1

I am trying to move three month old files from one bucket to another bucket using python code. I tested the code using test function() in cloud function, it doesn't throw any error and status message shown as 'ok'.

In source bucket, my files located in gs://source_bucket_name/history/subfolder1/filename, gs://source_bucket-name/history/subfolder2/filename, etc., from here I want to move my files to destination bucket. I tried to achieve this using below python code but it's not working.

from google.cloud import storage
import zipfile
import datetime
import os

def move_files(request, context):
    source_bucket_name = 'source_bucket_name'
    destination_bucket_name = 'destination_bucket_name'
    client = storage.Client()

    source_bucket = client.get_bucket(source_bucket_name)
    destination_bucket = client.get_bucket(destination_bucket_name)

    three_month_file = datetime.datetime.now() - datetime.timedelta(days=90)
    
    prefixes = ['history/*/DATA_*', 'history/*/CTRL_*']

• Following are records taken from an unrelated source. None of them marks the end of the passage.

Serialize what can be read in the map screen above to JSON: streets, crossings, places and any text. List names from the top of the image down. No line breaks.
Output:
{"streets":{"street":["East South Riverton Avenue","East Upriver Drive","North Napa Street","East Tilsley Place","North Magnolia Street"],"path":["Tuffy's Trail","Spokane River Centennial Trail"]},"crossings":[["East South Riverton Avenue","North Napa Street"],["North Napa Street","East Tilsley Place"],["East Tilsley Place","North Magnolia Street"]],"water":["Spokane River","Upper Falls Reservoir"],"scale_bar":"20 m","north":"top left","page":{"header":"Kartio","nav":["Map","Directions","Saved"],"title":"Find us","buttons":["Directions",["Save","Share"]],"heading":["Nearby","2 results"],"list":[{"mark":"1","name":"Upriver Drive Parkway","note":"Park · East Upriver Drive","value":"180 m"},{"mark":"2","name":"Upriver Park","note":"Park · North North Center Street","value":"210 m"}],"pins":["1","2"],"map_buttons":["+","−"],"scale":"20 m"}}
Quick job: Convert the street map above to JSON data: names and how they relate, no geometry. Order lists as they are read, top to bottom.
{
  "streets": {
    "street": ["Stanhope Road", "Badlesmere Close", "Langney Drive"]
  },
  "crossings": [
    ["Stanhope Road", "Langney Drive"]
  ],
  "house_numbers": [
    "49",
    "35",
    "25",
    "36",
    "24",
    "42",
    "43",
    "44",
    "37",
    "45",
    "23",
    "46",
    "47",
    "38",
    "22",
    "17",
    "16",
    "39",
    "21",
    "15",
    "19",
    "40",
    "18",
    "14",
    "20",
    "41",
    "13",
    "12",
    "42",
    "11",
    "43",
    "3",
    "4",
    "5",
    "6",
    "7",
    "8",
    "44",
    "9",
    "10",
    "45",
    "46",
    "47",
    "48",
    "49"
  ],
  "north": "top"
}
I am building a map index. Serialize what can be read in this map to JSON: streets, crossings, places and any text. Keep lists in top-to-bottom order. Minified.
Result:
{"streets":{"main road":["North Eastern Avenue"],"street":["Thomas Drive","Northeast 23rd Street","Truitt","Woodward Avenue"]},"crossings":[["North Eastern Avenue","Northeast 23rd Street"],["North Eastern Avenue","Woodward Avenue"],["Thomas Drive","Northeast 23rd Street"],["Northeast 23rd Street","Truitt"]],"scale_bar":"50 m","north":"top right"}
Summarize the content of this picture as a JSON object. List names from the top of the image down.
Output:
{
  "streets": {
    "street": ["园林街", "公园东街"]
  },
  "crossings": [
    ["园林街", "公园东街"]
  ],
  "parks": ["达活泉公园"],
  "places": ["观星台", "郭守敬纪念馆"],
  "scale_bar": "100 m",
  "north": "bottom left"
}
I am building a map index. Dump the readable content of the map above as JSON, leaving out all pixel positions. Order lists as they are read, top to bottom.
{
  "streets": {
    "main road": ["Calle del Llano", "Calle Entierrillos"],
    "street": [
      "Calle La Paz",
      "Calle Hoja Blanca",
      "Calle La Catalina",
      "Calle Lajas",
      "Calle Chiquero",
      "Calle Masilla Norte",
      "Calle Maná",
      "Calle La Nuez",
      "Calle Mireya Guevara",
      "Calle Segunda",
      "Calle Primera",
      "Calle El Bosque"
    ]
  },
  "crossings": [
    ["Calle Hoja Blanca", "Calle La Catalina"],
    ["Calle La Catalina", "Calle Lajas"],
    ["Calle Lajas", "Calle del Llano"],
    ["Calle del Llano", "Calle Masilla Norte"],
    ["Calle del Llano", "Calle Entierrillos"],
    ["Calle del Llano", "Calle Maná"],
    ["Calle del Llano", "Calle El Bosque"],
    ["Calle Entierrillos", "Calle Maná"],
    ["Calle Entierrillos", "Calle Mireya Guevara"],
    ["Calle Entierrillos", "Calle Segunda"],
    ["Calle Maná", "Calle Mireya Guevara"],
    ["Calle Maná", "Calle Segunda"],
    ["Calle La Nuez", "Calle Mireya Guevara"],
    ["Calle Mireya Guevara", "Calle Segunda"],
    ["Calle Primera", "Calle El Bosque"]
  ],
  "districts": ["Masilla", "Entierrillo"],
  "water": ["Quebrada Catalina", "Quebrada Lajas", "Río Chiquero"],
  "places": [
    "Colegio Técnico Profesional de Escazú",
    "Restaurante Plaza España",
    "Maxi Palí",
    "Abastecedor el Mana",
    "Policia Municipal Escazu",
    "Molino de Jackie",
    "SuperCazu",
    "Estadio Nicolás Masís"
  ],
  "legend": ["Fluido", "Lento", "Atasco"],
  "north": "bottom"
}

    for prefix in prefixes:
        for blob in source_bucket.list_blobs(prefix=prefix):
            blob_updated = blob.updated
            if blob_updated < three_month_file:
                #Create temporary local directory to store the zipped file
                temp_dir = 'temp'
                os.makedirs(temp_dir,exist_ok=True)

                #Download the file to the temporary local directory
                blob.download_to_filename(os.path.join(temp_dir,blob.name))
               

                #Zip the file
                zip_Name = os.path.join(temp_dir,f"{blob.name}.zip")
                with zipfile.ZipFile(zip_Name,'w') as zipfile_obj:
                    zipfile_obj.write(os.path.join(temp_dir,blob.name),blob.name)
                  

                #move the zipeed file to destination bucket
                destination_blob = destination_bucket.blob(f"{blob.name}.zip")
                destination_blob.upload_files(zip_Name)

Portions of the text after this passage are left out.